- [Records to use]:
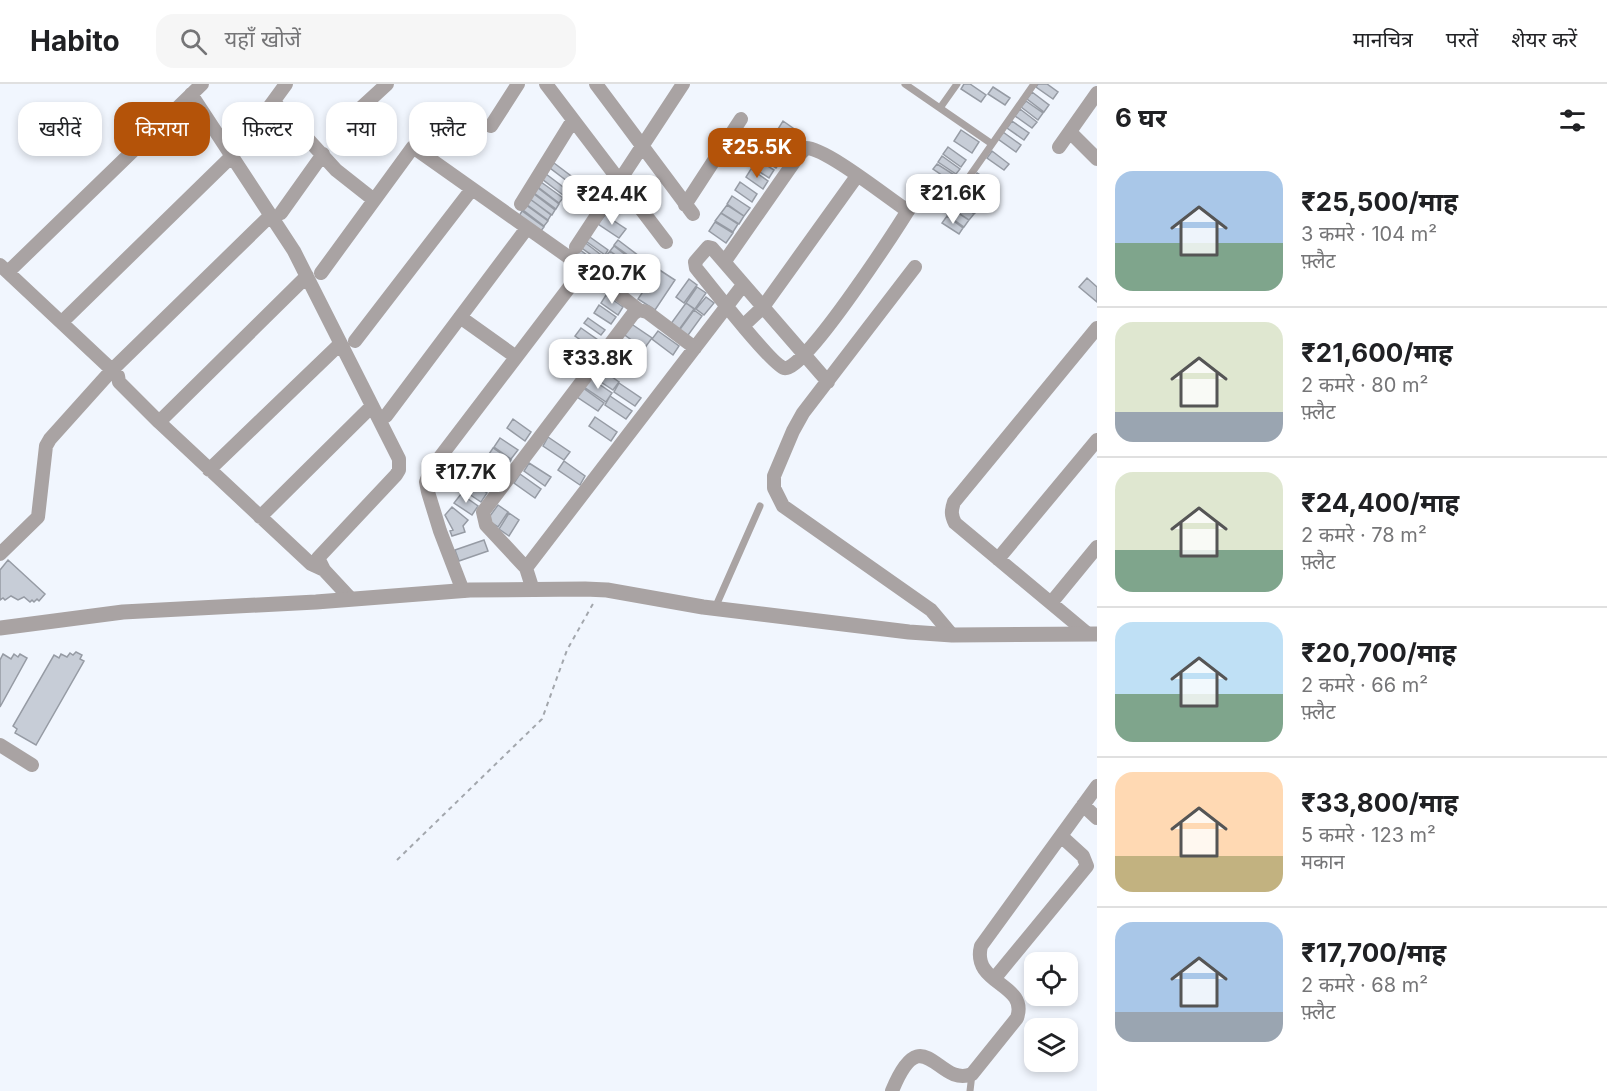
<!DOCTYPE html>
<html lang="hi">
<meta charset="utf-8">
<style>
:root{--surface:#fff;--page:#f6f6f6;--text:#202124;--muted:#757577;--line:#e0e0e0;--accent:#b45309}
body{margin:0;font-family:Inter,"Noto Sans Devanagari",sans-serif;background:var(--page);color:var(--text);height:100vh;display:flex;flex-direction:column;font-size:22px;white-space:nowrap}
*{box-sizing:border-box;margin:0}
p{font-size:20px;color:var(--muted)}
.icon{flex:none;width:33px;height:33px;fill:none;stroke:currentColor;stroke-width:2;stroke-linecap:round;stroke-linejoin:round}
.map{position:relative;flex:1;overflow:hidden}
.side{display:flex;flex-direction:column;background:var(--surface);width:510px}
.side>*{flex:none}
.top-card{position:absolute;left:18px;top:18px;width:570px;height:54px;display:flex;gap:12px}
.controls{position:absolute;left:1024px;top:868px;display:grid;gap:12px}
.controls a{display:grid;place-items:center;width:54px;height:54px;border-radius:12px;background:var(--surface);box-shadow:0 3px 9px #0003;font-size:30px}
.price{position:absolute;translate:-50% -51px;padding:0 14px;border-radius:12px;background:#fff;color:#222;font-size:20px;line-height:39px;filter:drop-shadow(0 2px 3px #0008)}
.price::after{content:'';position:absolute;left:50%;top:36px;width:18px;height:14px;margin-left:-9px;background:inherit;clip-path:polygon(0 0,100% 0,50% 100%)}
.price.active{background:var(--accent);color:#fff}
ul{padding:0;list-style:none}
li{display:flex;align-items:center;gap:18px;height:150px;padding:0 18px}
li+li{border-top:2px solid var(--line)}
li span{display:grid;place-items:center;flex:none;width:168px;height:120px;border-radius:18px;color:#555}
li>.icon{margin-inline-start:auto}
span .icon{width:72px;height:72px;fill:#fffc;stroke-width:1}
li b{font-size:26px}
h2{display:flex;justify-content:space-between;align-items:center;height:72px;padding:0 18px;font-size:26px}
.pill{padding:0 21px;border-radius:18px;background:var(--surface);box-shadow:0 3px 9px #0003;font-size:21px;line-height:54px}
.pill.active{background:var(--accent);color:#fff}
header{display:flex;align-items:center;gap:36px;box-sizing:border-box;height:84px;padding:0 30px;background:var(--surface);border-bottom:2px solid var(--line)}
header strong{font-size:28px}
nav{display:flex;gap:33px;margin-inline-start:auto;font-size:21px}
.search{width:420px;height:54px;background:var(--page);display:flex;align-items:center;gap:15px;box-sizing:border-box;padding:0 21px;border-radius:18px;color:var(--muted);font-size:22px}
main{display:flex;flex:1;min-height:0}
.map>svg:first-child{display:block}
.building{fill:#c7cdd7;stroke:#969ba4;stroke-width:1.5}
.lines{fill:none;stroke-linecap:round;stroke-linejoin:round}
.path{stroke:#a3a7ad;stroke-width:2;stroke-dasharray:4.5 4.5;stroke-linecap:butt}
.service{stroke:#a9a3a3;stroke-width:7}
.minor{stroke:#a9a3a3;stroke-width:14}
.tertiary{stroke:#a9a3a3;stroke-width:15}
</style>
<header>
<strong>Habito</strong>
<div class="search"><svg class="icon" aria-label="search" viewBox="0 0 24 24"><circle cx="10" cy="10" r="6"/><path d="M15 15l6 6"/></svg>यहाँ खोजें</div>
<nav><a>मानचित्र</a><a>परतें</a><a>शेयर करें</a></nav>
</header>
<main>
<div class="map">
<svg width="1097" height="1007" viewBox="0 0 1097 1007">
<rect width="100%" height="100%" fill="#f1f6fe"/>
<path class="building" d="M964 0H970L986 11 981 18 961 5Z
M1038 0H1047L1058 8 1053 15 1036 3Z
M993 3 1010 14 1005 21 988 10Z
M1032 8 1049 21 1044 28 1027 15Z
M1026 17 1043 29 1038 36 1021 23Z
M1020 25 1037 38 1032 44 1015 32Z
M783 37 800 49 795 57 778 45Z
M1012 37 1029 49 1024 56 1007 44Z
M961 46 979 58 972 69 954 57Z
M776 47 793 59 788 67 771 55Z
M1003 48 1021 61 1016 68 998 55Z
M770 56 788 67 782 75 765 64Z
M948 63 966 76 961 83 943 70Z
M764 65 782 76 776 84 759 73Z
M992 67 1009 80 1004 86 987 74Z
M942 72 960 85 956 90 938 78Z
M757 75 774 86 769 94 752 83Z
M554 79 575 95 571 100 550 84Z
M937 80 956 92 952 98 933 85Z
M751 85 768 97 763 105 746 93Z
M977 89 994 100 990 106 973 95Z
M546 90 567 106 563 111 542 95Z
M972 97 989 109 985 115 968 103Z
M541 98 563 114 559 119 538 103Z
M740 98 757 110 752 118 735 106Z
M538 104 559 120 556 125 534 109Z
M967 104 984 116 979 122 962 110Z
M567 108 588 124 584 129 563 113Z
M534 110 555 126 552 131 530 115Z
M962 111 979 123 975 129 958 118Z
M732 112 750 124 744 132 727 120Z
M530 115 551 131 548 136 526 120Z
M957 118 974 130 969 136 952 125Z
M526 121 548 137 544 142 523 126Z
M727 121 744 132 739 140 721 129Z
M952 125 969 136 964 143 947 131Z
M522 127 544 143 540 148 519 132Z
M721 129 738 140 733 148 715 137Z
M605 131 626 145 619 154 598 140Z
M947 132 963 144 959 150 942 139Z
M715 138 733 149 726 159 709 147Z
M587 151 608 166 605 171 583 155Z
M618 156 639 172 636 177 614 161Z
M583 157 604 173 601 178 579 162Z
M614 162 635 178 632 183 610 167Z
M579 165 600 181 596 186 575 170Z
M610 167 631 183 628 188 606 172Z
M606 173 628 189 624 194 602 178Z
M658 185 675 196 655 226 638 215Z
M1087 194 1097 203V218L1079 203Z
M689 195 697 201 684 219 676 213Z
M697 203 706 209 695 225 686 219Z
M606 211 623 223 618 231 601 219Z
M706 213 714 219 704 231 696 225Z
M686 219 694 225 678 247 670 241Z
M599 221 616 233 611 240 594 229Z
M694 226 702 232 686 254 678 248Z
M588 234 605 246 601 251 584 239Z
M630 239 652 254 644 265 622 249Z
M581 244 598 256 592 264 575 252Z
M658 247 679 262 673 271 652 255Z
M621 254 642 270 635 278 615 262Z
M598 283 619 298 613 306 592 292Z
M590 294 612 309 606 318 584 303Z
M619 299 641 314 635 322 614 308Z
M583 304 604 319 598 327 577 313Z
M610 312 632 327 626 335 605 321Z
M595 333 617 348 611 357 589 342Z
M513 335 531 348 525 357 507 344Z
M548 353 570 368 564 376 543 362Z
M500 354 518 366 511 375 494 363Z
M493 364 511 376 504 385 487 373Z
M564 377 585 392 580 401 558 386Z
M529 379 551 393 545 402 524 387Z
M520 390 541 405 535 414 514 399Z
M469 396 487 409 481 418 463 406Z
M461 410 478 422 472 431 454 419Z
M498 421 508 428 498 443 487 436Z
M452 423 468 436 463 442 465 448 452 452 450 447 453 446 445 431Z
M509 429 519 436 509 452 499 445Z
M484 456 488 467 459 477 455 466Z
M8 476 45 510 39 517 37 515 34 518 32 516 30 518 24 513 18 516 11 512 5 516 3 514 0 516V486Z
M76 568 82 571 80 575 84 577 36 661 15 649 17 645 13 642 54 571 59 574 61 570 67 573 70 569 73 571Z
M3 570 11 575 14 570 18 573 20 570 27 574 0 623V576Z"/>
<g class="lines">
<path class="path" d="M397 776 542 635 567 566 594 518"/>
<path class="service" d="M905 0 992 60
M940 24 957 0
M948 123 1034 0
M715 524 760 422
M970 1007 972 990"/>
<path class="minor" d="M546 0 666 158
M596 0 693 130
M191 10 294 167 399 375V386L396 391 318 474
M274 18 336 86 374 116
M350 34 387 0
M491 42 518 0
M1070 48 1097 75
M240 63 286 0
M1059 63 1097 9
M521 120 573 36
M685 121 741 35
M281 129 323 70
M576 163 683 0
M725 177 799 71 806 64C826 64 888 114 908 127
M0 181 112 286 118 292 119 298 159 338 311 480 324 486
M915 183 803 329 793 347 774 392V404L783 422 931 526 952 551
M8 188 202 0
M321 189 413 63 584 184 639 226
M460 233 516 273
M62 238 233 71
M744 241 763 223 857 92
M355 257 472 105
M828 298 712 164 708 163 695 178 696 184C708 199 772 281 784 284 804 290 903 135 917 112
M386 332 527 144
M159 338 307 192
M209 386 340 260
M260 433 372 322
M0 470 38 433 46 362 50 355 112 286 271 131
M998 475 1097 356
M320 478 324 486 351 515
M526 484 743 201
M533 506 526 484 486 441 483 428 633 230 639 226 647 228 695 264
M463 507 440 447 428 408 426 398 431 385 584 184
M1051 519 1097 463
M1088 550 955 439C951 431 951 427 954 418L1097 244
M0 661 32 681
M1083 721 1097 734
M994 895 1087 782 1083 772 1061 752
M892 1007C923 931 938 1005 972 990L1017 934C1029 899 971 901 981 862L1097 702"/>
<path class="tertiary" d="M0 544 123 528 316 518 470 506 585 505 607 506 703 523 909 548 952 551 1097 550"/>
</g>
</svg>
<div class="controls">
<a><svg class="icon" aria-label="locate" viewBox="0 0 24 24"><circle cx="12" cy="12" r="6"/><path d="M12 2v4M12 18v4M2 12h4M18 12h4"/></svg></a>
<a><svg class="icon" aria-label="layers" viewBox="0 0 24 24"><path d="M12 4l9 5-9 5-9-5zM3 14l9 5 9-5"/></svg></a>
</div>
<b class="price active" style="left:757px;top:95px">₹25.5K</b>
<b class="price" style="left:953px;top:141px">₹21.6K</b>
<b class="price" style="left:612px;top:142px">₹24.4K</b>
<b class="price" style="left:612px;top:221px">₹20.7K</b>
<b class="price" style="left:598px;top:306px">₹33.8K</b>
<b class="price" style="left:466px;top:420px">₹17.7K</b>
<div class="top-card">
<a class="pill">खरीदें</a>
<a class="pill active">किराया</a>
<a class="pill">फ़िल्टर</a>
<a class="pill">नया</a>
<a class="pill">फ़्लैट</a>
</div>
</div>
<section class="side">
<h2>6 घर<svg class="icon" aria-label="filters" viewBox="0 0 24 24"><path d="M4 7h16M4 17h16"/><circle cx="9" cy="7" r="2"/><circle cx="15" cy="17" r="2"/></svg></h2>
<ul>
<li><span style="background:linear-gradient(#a9c7e8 60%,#7fa58c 0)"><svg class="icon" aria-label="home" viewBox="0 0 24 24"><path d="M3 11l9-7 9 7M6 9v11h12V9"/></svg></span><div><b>₹25,500/माह</b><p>3 कमरे · 104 m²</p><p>फ़्लैट</p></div></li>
<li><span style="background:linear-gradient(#dfe7d0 75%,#9aa5b1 0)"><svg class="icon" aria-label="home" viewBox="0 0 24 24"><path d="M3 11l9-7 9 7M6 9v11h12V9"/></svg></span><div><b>₹21,600/माह</b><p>2 कमरे · 80 m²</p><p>फ़्लैट</p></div></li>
<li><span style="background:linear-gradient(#dfe7d0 65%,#7fa58c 0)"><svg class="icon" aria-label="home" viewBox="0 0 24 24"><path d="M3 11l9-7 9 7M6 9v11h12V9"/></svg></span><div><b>₹24,400/माह</b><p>2 कमरे · 78 m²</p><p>फ़्लैट</p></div></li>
<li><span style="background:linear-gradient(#bfe0f5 60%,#7fa58c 0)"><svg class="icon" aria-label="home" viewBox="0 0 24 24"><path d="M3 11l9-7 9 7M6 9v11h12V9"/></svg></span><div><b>₹20,700/माह</b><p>2 कमरे · 66 m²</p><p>फ़्लैट</p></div></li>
<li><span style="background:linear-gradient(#ffd9b3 70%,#c2b280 0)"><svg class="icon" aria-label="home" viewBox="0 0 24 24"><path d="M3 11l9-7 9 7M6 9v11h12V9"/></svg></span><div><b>₹33,800/माह</b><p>5 कमरे · 123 m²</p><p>मकान</p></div></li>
<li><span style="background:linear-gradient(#a9c7e8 75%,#9aa5b1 0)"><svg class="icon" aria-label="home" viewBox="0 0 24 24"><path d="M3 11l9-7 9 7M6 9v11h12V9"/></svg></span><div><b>₹17,700/माह</b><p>2 कमरे · 68 m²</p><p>फ़्लैट</p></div></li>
</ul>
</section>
</main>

- [Exercise directions]:
If a line in the records has the word "lines", copy that line.

- [Response to this exercise]:
.lines{fill:none;stroke-linecap:round;stroke-linejoin:round}
<g class="lines">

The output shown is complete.